KV tensors are the intermediate representation from the model’s attention layers produced during prefill. Only the key/value tensors may be persisted in local storage; the original customer content, such as prompt text, is only retained in memory. Prompt caching can comply with Zero Data Retention because cached prompts are not logged, not saved to disk, and exist in memory only as needed. However, extended prompt caching requires storing key/value tensors to GPU-local storage as application state. This storage requirement means that requests leveraging extended prompt caching are not ZDR eligible - however if a ZDR customer explicitly asks in their request for Extended Prompt Caching the system will honor that. ZDR customers should be cautious about this and consider policies to monitor their requests for this parameter.

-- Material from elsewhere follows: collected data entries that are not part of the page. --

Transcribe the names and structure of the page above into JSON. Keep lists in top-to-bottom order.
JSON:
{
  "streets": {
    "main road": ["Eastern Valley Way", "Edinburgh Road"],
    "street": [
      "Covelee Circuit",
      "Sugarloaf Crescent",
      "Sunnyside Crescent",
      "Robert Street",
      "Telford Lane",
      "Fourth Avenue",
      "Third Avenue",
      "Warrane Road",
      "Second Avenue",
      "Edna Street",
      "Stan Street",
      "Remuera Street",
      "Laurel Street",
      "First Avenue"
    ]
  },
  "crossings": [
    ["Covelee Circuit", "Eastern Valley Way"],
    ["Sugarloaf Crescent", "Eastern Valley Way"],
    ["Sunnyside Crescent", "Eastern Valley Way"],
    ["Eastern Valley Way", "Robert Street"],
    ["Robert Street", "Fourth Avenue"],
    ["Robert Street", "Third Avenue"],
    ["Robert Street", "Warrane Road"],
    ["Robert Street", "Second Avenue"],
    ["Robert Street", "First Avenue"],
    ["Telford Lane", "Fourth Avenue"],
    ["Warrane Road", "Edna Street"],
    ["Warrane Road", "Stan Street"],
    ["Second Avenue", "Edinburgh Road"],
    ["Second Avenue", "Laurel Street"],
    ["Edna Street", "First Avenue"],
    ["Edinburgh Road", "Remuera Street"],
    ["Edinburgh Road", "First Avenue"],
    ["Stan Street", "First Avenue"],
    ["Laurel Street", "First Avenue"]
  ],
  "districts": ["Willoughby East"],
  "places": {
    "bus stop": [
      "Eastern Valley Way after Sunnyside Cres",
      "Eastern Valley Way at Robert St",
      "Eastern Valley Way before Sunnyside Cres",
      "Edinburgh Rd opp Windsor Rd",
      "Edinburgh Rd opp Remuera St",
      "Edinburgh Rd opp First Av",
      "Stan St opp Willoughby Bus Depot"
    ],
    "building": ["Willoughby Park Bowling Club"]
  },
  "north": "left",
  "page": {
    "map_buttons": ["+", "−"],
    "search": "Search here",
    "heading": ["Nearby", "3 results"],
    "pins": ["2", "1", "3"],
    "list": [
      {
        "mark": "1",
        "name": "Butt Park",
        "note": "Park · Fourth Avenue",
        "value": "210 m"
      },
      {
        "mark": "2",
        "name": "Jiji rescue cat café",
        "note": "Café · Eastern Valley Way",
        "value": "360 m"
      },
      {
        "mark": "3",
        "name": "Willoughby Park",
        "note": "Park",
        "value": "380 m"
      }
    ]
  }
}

Insight: What Is Actually Cached? The KV cache just holds the model’s key/value tensors (linear projections of the hidden‑states) so we can reuse them on the next inference step. The KV cache is an intermediate representation. It’s essentially just a bunch of numbers internal to the model - that means no raw text/multi-modal inputs are ever stored, regardless of retention policy.

7. Realtime API

Caching in the Realtime API works similarly to the Responses API: as long as the prefix stays stable, cache hits are preserved. But when the context window is exceeded and the start of the conversation shifts, cache hits drop. Given that the context window of the Realtime API is much shorter than our frontier models (currently 32k tokens), this is even more relevant.

7.1 Retention Ratio

By default (truncation: “auto”), the server removes just enough old messages to fit within the context window. This “just-in-time” pruning shifts the start of the conversation slightly on every turn once you’re over the limit. However, this naive strategy causes frequent cache misses. The retention_ratio setting changes this by letting you control how much of the earlier context to keep vs. drop. It’s a configurable truncation strategy that lets developers control how much of the token context window is retained, balancing context preservation with cache-hit optimization. In this example, retention_ratio: 0.7 means that when truncation happens, the system keeps roughly 70% of the existing conversation window and drops the oldest ~30%. The drop happens in one larger truncation event (instead of small incremental removals).

{
  "event": "session.update",
  "session": {
    "truncation": {
      "type": "retention_ratio",
      "retention_ratio": 0.7,
      "token_limits": {
        "post_instructions": 8000
      }
    }
  }
}

This creates a more stable prefix that survives across multiple turns, reducing repeated cache busting. Trade-off: you lose larger portions of conversation history at once. That means the model may suddenly “forget” earlier parts of the dialogue sooner than with gradual truncation. You’re effectively trading off memory depth for cache stability (more consistent prefix). Here’s what this impact looks like in the naive per-turn truncation approach vs using retention_ratio.

Figure 5

Conclusion

Prompt caching is one of the highest-leverage optimizations available on the OpenAI platform. When your prefixes are stable and your routing is well-shaped, you can materially reduce both cost and latency without changing model behavior or quality. The key ideas are simple but powerful: stabilize the prefix, monitor cached_tokens, stay under the ~15 RPM per prefix+key limit, and use prompt_cache_key thoughtfully. For higher-volume or latency-insensitive workloads, consider Flex Processing and extended retention to further improve cache locality. Caching is best-effort and routing-aware, but when engineered intentionally, it can deliver dramatic improvements in efficiency. Treat it like any other performance system: measure first, iterate deliberately, and design your prompts with reuse in mind.